[Start of Attachment]

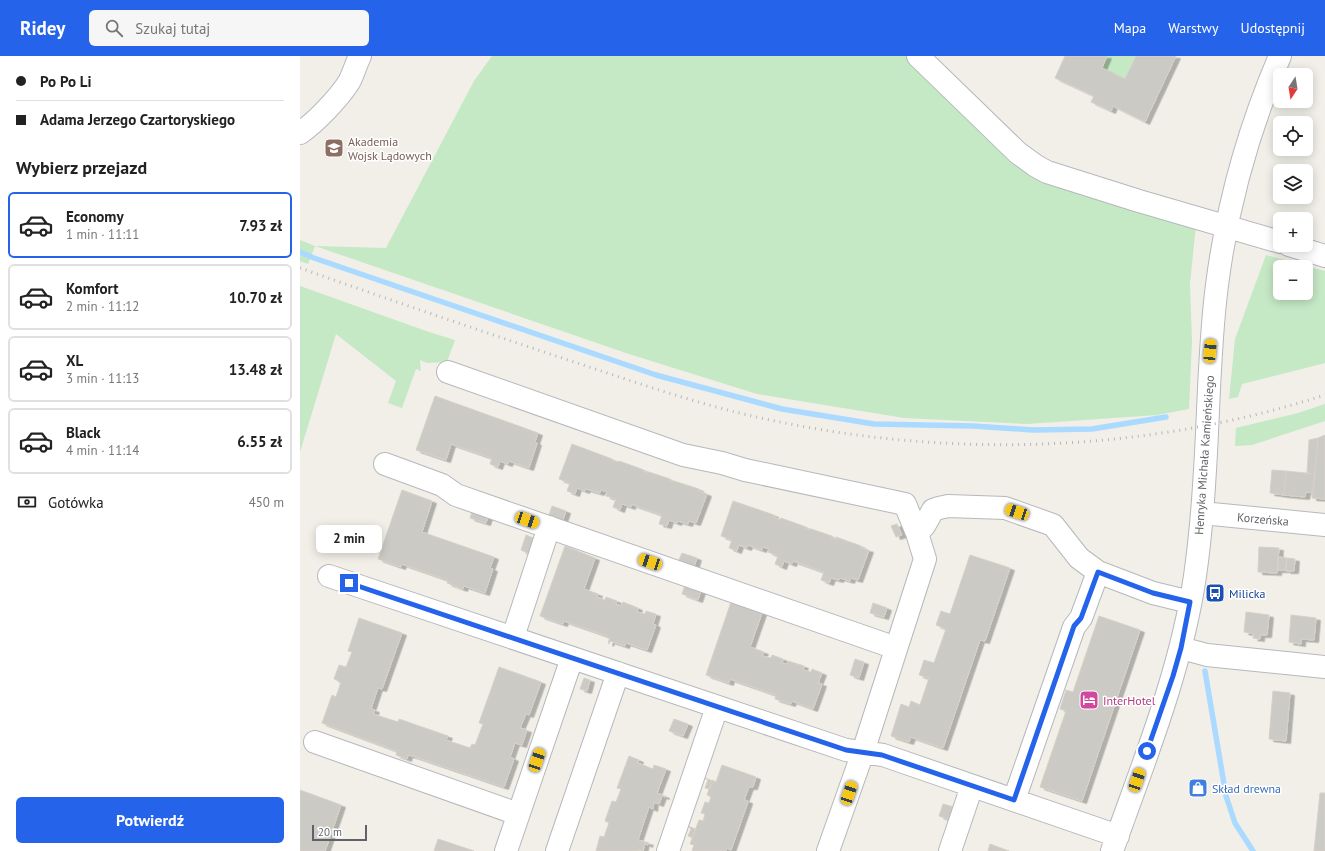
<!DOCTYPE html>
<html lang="pl">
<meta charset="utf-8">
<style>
:root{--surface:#fff;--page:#f6f6f6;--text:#222;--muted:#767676;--line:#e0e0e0;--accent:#2563eb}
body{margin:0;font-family:"PT Sans",sans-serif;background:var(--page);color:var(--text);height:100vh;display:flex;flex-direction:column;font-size:15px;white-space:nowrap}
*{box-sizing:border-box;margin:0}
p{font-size:13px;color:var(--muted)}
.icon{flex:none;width:22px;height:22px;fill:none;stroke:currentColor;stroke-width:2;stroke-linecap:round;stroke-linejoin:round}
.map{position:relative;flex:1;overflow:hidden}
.sheet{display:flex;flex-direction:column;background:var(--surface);width:300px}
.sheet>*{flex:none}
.hud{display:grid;align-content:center;height:88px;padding:0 16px;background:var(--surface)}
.needle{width:26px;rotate:192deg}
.buttons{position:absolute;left:973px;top:12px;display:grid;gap:8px}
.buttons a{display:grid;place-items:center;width:40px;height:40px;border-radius:6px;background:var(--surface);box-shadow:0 2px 10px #0003;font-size:20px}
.scale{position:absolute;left:12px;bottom:10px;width:55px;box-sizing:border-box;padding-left:4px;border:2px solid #5f6368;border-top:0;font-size:11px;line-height:14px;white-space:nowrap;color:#5f6368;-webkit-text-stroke:3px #fff;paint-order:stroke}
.end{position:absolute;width:18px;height:18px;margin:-9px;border:5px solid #2563eb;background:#fff;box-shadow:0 0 0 2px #fff}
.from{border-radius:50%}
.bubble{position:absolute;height:28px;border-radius:6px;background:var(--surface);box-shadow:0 2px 10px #0003;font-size:13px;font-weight:700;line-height:28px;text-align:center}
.car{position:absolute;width:12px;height:24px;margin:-12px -6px;border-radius:5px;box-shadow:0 0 3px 1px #0007;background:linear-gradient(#f5c518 24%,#345 0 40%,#f5c518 0 76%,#345 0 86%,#f5c518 0)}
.hud b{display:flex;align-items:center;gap:14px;height:38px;font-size:15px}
.hud b+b{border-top:1px solid var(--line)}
.hud i{width:10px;height:10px;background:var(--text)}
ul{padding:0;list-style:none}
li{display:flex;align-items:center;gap:12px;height:66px;margin:0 8px 6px;padding:0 8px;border:2px solid var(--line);border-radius:6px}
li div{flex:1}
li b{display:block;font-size:15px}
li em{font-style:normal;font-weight:700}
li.on{border-color:var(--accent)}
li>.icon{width:36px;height:36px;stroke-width:1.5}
h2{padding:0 16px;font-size:18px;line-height:48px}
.pay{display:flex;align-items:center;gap:10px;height:44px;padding:0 16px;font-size:15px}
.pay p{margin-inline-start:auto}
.cta{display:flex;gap:8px;margin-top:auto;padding:8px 16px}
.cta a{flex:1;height:46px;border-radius:6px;background:var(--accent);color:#fff;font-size:16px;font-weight:700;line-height:46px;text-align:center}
header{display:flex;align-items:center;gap:24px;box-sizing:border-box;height:56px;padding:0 20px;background:var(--accent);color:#fff}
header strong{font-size:19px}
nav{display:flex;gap:22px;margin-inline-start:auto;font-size:14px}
.search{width:280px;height:36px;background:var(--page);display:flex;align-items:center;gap:10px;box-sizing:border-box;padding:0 14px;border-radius:6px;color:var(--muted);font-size:15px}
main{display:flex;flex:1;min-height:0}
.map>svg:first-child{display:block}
.green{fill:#c5e8c5;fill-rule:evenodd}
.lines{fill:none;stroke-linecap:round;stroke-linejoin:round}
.stream{stroke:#aadaff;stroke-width:5.5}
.building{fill:#cccac5;stroke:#d6d1c6;filter:url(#shadow)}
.minor-casing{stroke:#b5b8bc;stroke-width:24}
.minor{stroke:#fff;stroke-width:22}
.rail{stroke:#b6b7b8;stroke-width:3;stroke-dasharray:1 5;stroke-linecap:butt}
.route{stroke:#2563eb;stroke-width:5}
.labels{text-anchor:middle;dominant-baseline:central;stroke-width:3;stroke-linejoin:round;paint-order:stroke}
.education-label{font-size:12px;fill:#785e54;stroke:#fff;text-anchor:start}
.street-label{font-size:12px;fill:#5f6368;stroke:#fff}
.transit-label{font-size:12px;fill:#164399;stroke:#fff;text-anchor:start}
.hotel-label{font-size:12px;fill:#b23c85;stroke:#fff;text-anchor:start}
.shop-label{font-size:12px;fill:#366cbe;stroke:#fff;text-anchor:start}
</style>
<header>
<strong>Ridey</strong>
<div class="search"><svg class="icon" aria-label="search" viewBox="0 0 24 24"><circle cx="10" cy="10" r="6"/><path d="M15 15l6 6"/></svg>Szukaj tutaj</div>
<nav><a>Mapa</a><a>Warstwy</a><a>Udostępnij</a></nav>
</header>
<main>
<section class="sheet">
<div class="hud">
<b><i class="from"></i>Po Po Li</b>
<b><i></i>Adama Jerzego Czartoryskiego</b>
</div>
<h2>Wybierz przejazd</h2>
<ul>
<li class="on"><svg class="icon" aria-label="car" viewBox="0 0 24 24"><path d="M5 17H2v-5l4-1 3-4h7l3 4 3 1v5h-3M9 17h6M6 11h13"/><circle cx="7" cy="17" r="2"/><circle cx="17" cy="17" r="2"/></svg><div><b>Economy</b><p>1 min · 11:11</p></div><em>7.93 zł</em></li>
<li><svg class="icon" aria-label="car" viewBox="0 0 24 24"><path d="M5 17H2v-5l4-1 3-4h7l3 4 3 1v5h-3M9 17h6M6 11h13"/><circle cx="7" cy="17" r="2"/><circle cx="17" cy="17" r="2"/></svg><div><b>Komfort</b><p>2 min · 11:12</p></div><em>10.70 zł</em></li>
<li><svg class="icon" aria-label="car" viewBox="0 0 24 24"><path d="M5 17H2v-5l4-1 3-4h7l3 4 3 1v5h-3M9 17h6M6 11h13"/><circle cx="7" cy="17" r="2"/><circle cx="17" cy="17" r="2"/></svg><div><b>XL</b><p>3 min · 11:13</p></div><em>13.48 zł</em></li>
<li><svg class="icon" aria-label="car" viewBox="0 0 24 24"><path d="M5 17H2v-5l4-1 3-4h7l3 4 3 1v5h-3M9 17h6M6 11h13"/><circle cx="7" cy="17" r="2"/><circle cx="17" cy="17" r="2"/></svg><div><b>Black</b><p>4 min · 11:14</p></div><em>6.55 zł</em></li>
</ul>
<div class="pay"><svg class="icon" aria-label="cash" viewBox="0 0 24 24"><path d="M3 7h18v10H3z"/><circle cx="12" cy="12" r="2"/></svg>Gotówka<p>450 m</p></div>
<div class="cta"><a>Potwierdź</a></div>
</section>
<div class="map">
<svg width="1025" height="795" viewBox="0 0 1025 795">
<defs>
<filter id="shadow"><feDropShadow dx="4.5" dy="2.5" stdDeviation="0" flood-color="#0004"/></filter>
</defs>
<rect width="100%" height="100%" fill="#f1efe8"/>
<path class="green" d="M 192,0 L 611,0 L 710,97 L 896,169 L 890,228 L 892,285 L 889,353 L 857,359 L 727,368 L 604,362 L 457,338 L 329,298 L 15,190 L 8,208 L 0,205 L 0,184 L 15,190 L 86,192 L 174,25 Z
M 807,0 L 836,0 L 825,23 L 802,12 Z
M 966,199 L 1025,215 L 1025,307 L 942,328 L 938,341 L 929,343 L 935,283 ZM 980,211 L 1006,211 L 1006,237 L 980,237 Z
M 0,230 L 129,276 L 155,284 L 147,306 L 127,307 L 120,304 L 121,315 L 116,313 L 102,352 L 88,347 L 96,325 L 36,278 L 0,396 Z
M 1025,348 L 1025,365 L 952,389 L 935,390 L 936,372 L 998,357 Z"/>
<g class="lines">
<path class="stream" d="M 0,196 L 14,202 L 356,319 L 482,353 L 574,368 L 673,370 L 733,374 L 792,373 L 866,361
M 905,615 L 926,740 L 935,767 L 953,795"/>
</g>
<path class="building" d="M 765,0 L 807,0 L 802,12 L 825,23 L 836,0 L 876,0 L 845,66 L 813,50 L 811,55 L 791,46 L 794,40 L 755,22 Z
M 135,340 L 238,377 L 235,386 L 237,387 L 229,412 L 209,405 L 208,408 L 200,405 L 198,411 L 190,408 L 192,402 L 151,388 L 146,404 L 116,394 Z
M 1025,379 L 1025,443 L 1012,442 L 1018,382 Z
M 1018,382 L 1015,418 L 1007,417 L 1009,384 Z
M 272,388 L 312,403 L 312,404 L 318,406 L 319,405 L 344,414 L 343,415 L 348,417 L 349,416 L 370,423 L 369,424 L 374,426 L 374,425 L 399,433 L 399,435 L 407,438 L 396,467 L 389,465 L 388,468 L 378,465 L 377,467 L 369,464 L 367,470 L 359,468 L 362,459 L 331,448 L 331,451 L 322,448 L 320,454 L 313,451 L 316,443 L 306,440 L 307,436 L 301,434 L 300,437 L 286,433 L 285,435 L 277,432 L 275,438 L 267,435 L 270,427 L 259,423 Z
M 972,414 L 986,415 L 984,439 L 970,437 Z
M 986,415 L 1015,418 L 1013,437 L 1006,436 L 1005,441 L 984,439 Z
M 102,434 L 132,445 L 122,476 L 194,501 L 190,512 L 193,513 L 185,537 L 164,530 L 163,533 L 147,527 L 148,524 L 102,508 L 101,511 L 78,503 Z
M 433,445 L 474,459 L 474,461 L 480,464 L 481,462 L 506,471 L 505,472 L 510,474 L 511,473 L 532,480 L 531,481 L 536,483 L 536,481 L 561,490 L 561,492 L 569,494 L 558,524 L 551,522 L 550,525 L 540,522 L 539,524 L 531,522 L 529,527 L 521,524 L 524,516 L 493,505 L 492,508 L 484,505 L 482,511 L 475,508 L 478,500 L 468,496 L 469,493 L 463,491 L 462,494 L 448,489 L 447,492 L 439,489 L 437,495 L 429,492 L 432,484 L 421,480 Z
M 252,450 L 266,455 L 263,464 L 249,459 Z
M 173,453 L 189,458 L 186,467 L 170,462 Z
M 597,468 L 602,479 L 596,481 L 591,470 Z
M 226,479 L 235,483 L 230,498 L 221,494 Z
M 265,490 L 295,502 L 284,533 L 298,538 L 297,541 L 305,544 L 306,541 L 317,545 L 316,548 L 321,550 L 323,546 L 338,552 L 337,556 L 345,558 L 346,555 L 356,558 L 353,568 L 356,569 L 347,594 L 326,587 L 325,590 L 310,585 L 309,588 L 308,587 L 310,581 L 264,565 L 263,568 L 240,560 Z
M 959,491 L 979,492 L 977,517 L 958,516 L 958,515 Z
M 382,497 L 397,502 L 394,511 L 378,506 Z
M 670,499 L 710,512 L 685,585 L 680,584 L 643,692 L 611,681 L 609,686 L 591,680 L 601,648 L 609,651 L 611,645 L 620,649 L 629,622 L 619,619 L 624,604 L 634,607 L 646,573 L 636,569 L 641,555 L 650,558 Z
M 978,501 L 987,502 L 985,514 L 978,514 Z
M 987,502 L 995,503 L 994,515 L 986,515 Z
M 385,529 L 401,535 L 398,544 L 382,538 Z
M 431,546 L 462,557 L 450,591 L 464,596 L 462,600 L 471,602 L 472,599 L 483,603 L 482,607 L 487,608 L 488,605 L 504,610 L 503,614 L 511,616 L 512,613 L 522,617 L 518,627 L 522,628 L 513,653 L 492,645 L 491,648 L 475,643 L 476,639 L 430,623 L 429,627 L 406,619 Z
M 573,547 L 587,552 L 584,561 L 570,557 Z
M 946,556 L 969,559 L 967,579 L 960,579 L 960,583 L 953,582 L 954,578 L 944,576 Z
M 991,559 L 1016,562 L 1014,584 L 1001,583 L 1001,588 L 989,586 Z
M 799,560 L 840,574 L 782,745 L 740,731 L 766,655 L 760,653 L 766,634 L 773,636 Z
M 59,562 L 102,577 L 82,633 L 78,632 L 71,653 L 75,654 L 73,658 L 98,666 L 99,663 L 148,680 L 146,684 L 170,692 L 172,688 L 175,689 L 183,668 L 179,667 L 199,611 L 241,626 L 229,659 L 226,658 L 220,672 L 227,674 L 222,689 L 215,687 L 210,701 L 214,703 L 204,731 L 113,700 L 108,699 L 107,703 L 96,699 L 97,695 L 22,667 L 32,639 L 36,641 L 41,626 L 34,623 L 39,609 L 46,611 L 52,596 L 48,595 Z
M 555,603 L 564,606 L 559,622 L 550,619 Z
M 284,622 L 290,624 L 287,635 L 280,633 Z
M 973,635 L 990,637 L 986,685 L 969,683 Z
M 374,663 L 388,668 L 383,680 L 369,675 Z
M 329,700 L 339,704 L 338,707 L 353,713 L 354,709 L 366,713 L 357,737 L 365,740 L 365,741 L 362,740 L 359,748 L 354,746 L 353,753 L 349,751 L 338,784 L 349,787 L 348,789 L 345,787 L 343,795 L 338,794 L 338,795 L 296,795 L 300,780 L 304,781 L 309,767 L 305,765 L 312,745 L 316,746 L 321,733 L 317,732 Z
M 422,709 L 456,721 L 453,731 L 449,731 L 444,744 L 448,745 L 448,746 L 431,794 L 427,792 L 426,795 L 392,795 L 394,789 L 390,788 L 399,764 L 403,765 L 405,758 L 401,757 L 405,746 L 409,747 L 411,741 L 407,739 L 412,724 L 416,726 Z
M 405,722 L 413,725 L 410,733 L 405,732 L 408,724 Z
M 0,734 L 41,749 L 25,795 L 0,795 Z
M 1020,737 L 1025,737 L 1025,795 L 1014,795 Z
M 643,748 L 654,751 L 650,764 L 639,760 Z
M 388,770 L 395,773 L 393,782 L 388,780 L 391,773 Z
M 138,783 L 174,795 L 134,795 Z
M 690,788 L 709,795 L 688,795 Z"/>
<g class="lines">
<defs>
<path id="minor" d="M 618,0 L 718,97 L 736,110 L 747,116 L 839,145 L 980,186
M 0,77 C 15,67 39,42 49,26 C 53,19 56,8 60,0
M 989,189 L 1025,200
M 148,316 L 383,399 L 422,407 L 445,414 L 605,448 L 617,477 L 625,503 L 563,696 L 528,795
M 85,408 L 142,429 L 156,439 L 596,592
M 902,457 L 1025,469
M 617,477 L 624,470 L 633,454 L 639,452 L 648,450 L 705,452 L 753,469 L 779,502 L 798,516 L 853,537 L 890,546
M 29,520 L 546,694 L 583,699 L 818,780
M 213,581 L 249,471
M 881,592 L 907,599 L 1025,611
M 15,686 L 218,758
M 714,744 L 774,571 L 781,562 L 798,516
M 206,795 L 272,602
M 257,795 L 318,617
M 368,795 L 417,651
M 650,795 L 672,730
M 812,795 C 844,705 881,615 895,520 C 900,485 903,449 905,414 C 909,352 909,290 917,229 C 927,151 949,72 980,0"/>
</defs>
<use href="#minor" class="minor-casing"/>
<use href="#minor" class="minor"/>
<path class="rail" d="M 0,212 C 90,244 181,275 271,305 C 338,327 405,351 475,365 C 657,403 848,396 1025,339"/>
</g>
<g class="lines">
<path class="route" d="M 49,527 L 546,694 L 582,699 L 714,744 L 774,570 L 781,562 L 798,516 L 853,537 L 890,546 L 881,592 L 873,620 L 847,695"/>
</g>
<defs>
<symbol id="university-square" viewBox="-11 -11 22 22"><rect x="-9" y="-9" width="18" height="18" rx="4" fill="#8d6e63" stroke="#fff"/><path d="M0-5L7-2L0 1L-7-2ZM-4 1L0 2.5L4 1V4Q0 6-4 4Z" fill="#fff"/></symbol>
<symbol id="bus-square" viewBox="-11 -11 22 22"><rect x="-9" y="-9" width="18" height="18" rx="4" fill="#1a4fb4" stroke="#fff"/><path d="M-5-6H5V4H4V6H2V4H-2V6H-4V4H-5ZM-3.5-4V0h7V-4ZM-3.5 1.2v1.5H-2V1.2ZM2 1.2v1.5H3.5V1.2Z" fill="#fff"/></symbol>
<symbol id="hotel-square" viewBox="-11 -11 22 22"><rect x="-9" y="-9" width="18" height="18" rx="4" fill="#d1479c" stroke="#fff"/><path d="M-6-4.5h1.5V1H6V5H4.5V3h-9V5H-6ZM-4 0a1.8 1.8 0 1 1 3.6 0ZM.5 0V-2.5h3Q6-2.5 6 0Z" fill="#fff"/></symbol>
<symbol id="shop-square" viewBox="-11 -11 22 22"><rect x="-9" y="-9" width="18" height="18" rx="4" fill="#3f7fe0" stroke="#fff"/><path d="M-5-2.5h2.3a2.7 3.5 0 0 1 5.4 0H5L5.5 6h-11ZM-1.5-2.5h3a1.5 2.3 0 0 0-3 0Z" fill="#fff"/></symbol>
</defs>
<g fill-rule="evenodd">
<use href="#university-square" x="23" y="81" width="22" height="22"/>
<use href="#bus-square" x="904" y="526" width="22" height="22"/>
<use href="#hotel-square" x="778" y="633" width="22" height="22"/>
<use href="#shop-square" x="887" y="721" width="22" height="22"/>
</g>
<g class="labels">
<g class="education-label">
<text x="48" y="85">Akademia<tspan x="48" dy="14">Wojsk Lądowych</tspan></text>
</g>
<g class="street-label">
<text transform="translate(904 399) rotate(-86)">Henryka Michała Kamieńskiego</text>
<text transform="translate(963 463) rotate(5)">Korzeńska</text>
</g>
<g class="transit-label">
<text x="929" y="537">Milicka</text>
</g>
<g class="hotel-label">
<text x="803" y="644">InterHotel</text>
</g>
<g class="shop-label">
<text x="912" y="732">Skład drewna</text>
</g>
</g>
</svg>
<div class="buttons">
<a><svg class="needle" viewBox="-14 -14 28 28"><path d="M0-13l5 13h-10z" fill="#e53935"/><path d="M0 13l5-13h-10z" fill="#767676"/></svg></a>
<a><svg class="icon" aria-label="locate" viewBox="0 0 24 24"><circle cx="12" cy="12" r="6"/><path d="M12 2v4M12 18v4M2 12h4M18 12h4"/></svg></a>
<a><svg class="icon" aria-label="layers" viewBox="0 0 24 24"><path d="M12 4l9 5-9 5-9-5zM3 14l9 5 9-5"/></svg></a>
<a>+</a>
<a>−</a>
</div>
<div class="scale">20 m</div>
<i class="end from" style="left:847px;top:695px"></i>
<i class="end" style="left:49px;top:527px"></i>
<div class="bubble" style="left:16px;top:469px;width:66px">2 min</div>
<i class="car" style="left:910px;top:295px;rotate:5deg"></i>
<i class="car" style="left:717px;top:456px;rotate:288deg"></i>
<i class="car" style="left:227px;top:464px;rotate:109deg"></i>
<i class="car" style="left:350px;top:506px;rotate:289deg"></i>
<i class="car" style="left:237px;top:704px;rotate:19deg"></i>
<i class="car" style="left:837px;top:724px;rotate:19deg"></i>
<i class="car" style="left:549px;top:737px;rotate:19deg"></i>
</div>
</main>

[End of Attachment]

§ **Task to complete**: Report all lines in the listing above that contain the word "none".

§ **Written reply**:
.icon{flex:none;width:22px;height:22px;fill:none;stroke:currentColor;stroke-width:2;stroke-linecap:round;stroke-linejoin:round}
.sheet>*{flex:none}
ul{padding:0;list-style:none}
.lines{fill:none;stroke-linecap:round;stroke-linejoin:round}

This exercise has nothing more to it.